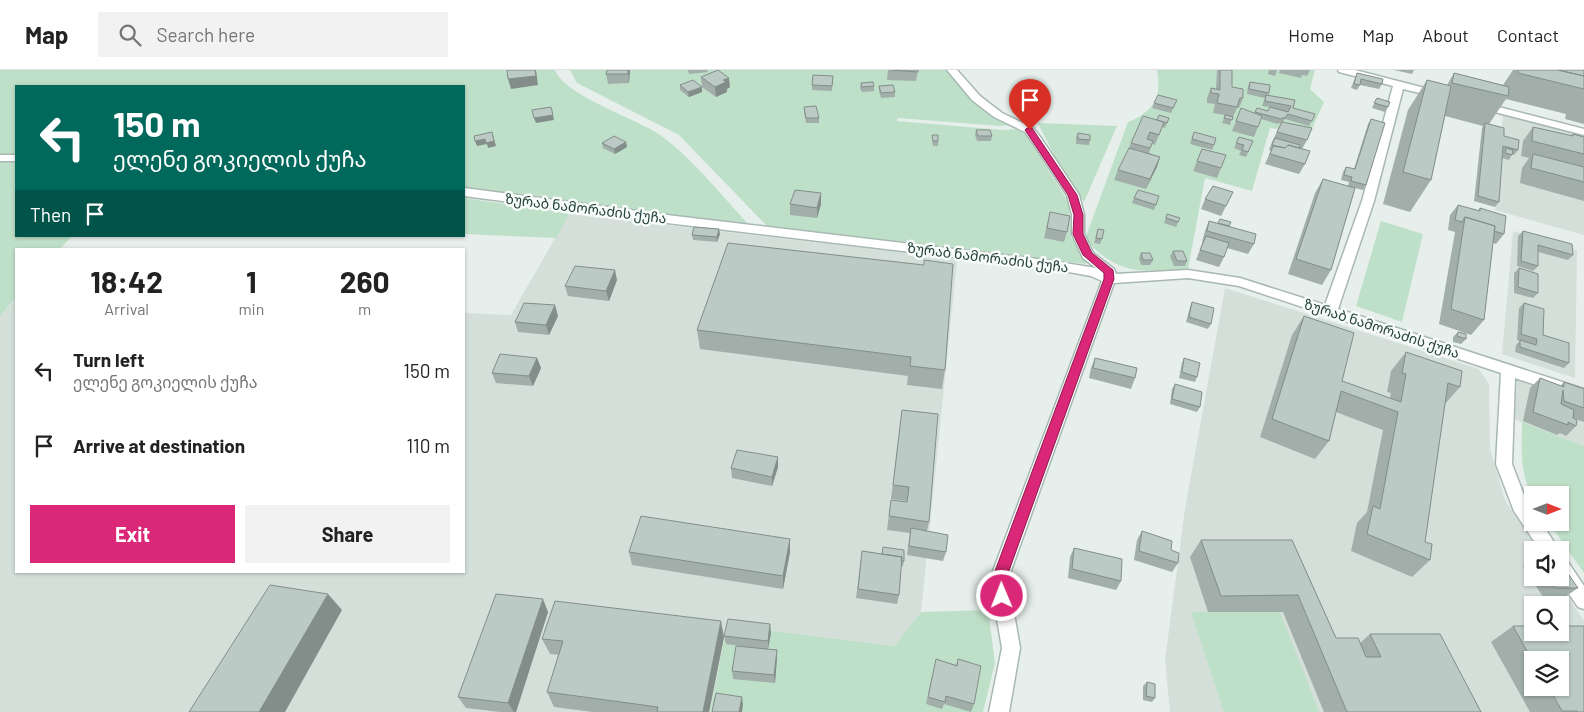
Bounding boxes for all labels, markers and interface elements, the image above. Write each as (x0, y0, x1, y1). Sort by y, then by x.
• • •
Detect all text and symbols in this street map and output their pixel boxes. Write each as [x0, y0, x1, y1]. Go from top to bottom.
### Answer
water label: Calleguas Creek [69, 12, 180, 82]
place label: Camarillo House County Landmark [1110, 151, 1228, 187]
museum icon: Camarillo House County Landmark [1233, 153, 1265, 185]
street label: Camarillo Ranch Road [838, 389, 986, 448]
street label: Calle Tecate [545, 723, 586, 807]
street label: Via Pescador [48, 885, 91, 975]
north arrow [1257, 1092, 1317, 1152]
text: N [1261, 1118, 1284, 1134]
• • •
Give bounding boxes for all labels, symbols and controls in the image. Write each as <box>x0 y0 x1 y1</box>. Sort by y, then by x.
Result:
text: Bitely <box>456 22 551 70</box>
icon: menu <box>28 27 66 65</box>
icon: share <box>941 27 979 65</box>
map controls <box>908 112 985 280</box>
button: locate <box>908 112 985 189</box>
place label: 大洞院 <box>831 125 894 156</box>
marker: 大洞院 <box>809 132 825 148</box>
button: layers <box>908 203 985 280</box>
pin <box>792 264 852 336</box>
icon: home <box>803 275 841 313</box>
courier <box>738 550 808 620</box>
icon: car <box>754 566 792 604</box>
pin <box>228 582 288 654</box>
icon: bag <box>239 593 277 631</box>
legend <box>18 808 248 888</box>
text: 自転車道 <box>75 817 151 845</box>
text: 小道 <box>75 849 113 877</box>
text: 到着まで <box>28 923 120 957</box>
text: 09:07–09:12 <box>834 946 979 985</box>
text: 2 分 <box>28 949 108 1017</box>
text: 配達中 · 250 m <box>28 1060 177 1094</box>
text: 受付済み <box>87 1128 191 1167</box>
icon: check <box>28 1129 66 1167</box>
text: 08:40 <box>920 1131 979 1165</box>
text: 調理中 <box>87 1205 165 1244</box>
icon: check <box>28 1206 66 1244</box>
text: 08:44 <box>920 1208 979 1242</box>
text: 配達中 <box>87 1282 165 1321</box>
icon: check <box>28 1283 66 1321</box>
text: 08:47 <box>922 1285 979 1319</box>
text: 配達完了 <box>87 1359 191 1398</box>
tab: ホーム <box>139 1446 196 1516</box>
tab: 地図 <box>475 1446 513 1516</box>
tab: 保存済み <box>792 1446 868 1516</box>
• • •
> [TASK OBJECTIVE]
Among the records, find the lines that contain "symbols" and copy each of them.

> [COMPLETED EXERCISE]
Detect all text and symbols in this street map and output their pixel boxes. Write each as [x0, y0, x1, y1]. Go from top to bottom.
Give bounding boxes for all labels, symbols and controls in the image. Write each as <box>x0 y0 x1 y1</box>. Sort by y, then by x.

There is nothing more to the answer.